TASK: Starting at the line that contains "for (const [x, y, r, color]", repeat each line exactly through the last line of the listing, and repeat nothing else.

RECORDS SUPPLIED:
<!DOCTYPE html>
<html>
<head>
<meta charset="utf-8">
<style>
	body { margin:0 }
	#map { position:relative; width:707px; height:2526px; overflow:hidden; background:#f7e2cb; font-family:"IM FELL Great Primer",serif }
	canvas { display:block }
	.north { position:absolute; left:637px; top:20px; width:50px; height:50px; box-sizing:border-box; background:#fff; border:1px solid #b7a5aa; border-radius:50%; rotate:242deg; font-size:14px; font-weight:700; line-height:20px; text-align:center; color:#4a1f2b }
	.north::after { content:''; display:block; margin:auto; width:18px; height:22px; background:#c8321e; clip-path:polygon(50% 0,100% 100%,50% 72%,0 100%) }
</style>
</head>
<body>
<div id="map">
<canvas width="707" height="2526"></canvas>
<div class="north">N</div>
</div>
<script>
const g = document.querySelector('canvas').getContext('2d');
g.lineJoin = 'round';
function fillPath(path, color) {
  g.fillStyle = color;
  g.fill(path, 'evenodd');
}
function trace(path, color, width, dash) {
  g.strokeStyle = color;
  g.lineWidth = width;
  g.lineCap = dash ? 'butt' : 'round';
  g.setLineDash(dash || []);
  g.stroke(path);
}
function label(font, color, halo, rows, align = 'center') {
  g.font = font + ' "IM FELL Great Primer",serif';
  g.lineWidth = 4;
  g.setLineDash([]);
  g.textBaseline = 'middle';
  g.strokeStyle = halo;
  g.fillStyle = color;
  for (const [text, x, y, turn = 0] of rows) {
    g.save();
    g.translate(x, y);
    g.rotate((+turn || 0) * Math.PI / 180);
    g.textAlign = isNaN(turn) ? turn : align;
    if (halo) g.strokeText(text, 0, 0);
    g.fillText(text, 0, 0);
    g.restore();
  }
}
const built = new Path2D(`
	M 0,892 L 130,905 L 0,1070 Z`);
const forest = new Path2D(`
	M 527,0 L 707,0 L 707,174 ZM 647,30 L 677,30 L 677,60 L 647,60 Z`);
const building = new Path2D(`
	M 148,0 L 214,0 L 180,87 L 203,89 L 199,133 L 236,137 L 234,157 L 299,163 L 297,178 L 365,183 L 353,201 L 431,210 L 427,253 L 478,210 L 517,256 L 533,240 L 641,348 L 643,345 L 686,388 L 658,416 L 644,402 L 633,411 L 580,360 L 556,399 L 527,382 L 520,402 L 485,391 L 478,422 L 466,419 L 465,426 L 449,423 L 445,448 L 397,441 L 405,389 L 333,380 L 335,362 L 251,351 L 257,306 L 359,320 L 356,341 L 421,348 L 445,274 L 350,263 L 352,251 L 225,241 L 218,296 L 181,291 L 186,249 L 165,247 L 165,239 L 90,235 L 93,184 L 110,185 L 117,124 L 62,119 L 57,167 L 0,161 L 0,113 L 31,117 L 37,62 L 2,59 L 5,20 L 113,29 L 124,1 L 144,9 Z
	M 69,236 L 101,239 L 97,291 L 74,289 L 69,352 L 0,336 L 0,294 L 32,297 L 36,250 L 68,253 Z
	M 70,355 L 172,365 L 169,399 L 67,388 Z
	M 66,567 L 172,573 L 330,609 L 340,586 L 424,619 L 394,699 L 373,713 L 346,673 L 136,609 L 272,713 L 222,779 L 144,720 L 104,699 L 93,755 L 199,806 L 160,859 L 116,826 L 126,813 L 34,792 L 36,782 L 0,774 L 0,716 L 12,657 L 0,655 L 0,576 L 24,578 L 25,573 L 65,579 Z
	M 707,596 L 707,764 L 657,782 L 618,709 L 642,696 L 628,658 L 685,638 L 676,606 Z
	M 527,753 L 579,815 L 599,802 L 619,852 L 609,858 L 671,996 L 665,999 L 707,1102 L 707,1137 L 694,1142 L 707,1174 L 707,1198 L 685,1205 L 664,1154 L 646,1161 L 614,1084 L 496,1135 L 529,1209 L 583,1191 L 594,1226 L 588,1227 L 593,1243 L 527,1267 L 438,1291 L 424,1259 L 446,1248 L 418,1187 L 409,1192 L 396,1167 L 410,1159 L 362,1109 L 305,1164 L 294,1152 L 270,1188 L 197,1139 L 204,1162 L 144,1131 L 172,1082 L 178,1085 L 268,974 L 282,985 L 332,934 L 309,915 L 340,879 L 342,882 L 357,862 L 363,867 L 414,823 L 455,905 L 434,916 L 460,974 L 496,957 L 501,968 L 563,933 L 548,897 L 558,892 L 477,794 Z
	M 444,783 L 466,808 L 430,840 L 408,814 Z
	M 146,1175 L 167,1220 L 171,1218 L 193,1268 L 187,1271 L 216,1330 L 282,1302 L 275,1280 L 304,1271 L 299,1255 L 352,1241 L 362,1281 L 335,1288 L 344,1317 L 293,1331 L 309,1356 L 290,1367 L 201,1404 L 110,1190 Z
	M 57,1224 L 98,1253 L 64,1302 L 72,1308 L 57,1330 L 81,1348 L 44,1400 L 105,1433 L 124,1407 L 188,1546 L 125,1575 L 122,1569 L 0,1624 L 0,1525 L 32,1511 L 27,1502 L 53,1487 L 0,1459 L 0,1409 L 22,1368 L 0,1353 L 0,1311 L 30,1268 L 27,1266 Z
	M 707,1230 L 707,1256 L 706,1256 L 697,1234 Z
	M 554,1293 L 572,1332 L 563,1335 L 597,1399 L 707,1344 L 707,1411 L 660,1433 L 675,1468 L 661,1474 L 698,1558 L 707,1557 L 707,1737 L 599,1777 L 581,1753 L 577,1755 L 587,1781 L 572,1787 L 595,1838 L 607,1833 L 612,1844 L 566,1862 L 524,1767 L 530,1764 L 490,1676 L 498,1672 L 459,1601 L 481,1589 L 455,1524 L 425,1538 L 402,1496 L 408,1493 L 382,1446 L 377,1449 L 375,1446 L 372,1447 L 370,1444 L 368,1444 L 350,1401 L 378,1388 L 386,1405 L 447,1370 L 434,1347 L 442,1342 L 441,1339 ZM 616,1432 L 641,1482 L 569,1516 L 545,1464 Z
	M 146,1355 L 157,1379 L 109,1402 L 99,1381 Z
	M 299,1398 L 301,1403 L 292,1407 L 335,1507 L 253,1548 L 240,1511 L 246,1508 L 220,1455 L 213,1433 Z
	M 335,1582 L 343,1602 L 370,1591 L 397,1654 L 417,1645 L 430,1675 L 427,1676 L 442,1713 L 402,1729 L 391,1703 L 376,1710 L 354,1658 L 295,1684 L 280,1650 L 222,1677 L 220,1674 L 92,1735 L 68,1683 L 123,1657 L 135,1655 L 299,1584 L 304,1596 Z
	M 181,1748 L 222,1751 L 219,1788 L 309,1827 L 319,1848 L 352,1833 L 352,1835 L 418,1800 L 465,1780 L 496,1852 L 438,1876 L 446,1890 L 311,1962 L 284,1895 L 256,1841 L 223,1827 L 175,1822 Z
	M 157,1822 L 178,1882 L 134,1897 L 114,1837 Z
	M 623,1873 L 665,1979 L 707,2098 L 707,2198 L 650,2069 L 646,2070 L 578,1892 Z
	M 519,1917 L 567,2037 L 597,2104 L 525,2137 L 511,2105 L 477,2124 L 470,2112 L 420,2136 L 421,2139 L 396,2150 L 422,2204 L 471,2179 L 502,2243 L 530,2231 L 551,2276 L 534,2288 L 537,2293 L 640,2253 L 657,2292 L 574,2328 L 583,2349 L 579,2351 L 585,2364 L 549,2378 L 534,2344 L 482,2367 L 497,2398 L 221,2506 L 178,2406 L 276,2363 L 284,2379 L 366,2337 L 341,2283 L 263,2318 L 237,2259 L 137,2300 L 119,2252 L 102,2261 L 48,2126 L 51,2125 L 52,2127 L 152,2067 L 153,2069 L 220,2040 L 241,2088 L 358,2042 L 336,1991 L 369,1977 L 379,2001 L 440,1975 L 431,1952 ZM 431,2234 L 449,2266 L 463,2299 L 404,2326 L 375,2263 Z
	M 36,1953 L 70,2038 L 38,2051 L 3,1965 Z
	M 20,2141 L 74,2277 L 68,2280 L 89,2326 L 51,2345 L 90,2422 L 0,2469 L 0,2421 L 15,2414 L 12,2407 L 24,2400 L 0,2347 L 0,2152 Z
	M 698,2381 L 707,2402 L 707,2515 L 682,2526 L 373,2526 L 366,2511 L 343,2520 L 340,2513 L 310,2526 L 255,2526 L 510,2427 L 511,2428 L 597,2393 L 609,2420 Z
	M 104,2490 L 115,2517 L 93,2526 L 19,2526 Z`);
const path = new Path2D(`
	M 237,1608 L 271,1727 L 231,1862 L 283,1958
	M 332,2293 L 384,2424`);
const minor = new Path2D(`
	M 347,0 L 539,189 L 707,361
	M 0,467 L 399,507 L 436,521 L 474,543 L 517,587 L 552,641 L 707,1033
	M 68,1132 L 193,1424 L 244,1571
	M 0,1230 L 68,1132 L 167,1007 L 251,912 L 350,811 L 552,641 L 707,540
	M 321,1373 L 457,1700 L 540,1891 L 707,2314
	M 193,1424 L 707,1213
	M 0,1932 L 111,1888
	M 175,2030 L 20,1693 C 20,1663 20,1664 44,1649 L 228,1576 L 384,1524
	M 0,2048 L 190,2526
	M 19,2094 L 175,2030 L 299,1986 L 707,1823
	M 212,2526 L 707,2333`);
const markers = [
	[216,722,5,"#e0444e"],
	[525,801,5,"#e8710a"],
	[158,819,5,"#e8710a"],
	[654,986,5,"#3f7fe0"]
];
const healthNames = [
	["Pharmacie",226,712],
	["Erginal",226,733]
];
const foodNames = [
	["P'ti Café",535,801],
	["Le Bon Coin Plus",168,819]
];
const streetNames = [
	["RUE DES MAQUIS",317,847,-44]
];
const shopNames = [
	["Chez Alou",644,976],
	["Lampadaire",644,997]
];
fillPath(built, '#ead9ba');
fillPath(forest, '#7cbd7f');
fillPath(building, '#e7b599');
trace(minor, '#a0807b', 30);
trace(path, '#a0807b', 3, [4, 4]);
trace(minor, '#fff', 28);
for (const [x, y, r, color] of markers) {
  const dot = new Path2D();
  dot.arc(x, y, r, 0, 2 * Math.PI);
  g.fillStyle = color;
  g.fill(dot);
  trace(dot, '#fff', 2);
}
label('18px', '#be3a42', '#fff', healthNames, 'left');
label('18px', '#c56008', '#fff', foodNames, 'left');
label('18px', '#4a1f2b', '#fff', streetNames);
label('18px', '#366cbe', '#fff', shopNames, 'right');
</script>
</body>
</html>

RESULT:
for (const [x, y, r, color] of markers) {
  const dot = new Path2D();
  dot.arc(x, y, r, 0, 2 * Math.PI);
  g.fillStyle = color;
  g.fill(dot);
  trace(dot, '#fff', 2);
}
label('18px', '#be3a42', '#fff', healthNames, 'left');
label('18px', '#c56008', '#fff', foodNames, 'left');
label('18px', '#4a1f2b', '#fff', streetNames);
label('18px', '#366cbe', '#fff', shopNames, 'right');
</script>
</body>
</html>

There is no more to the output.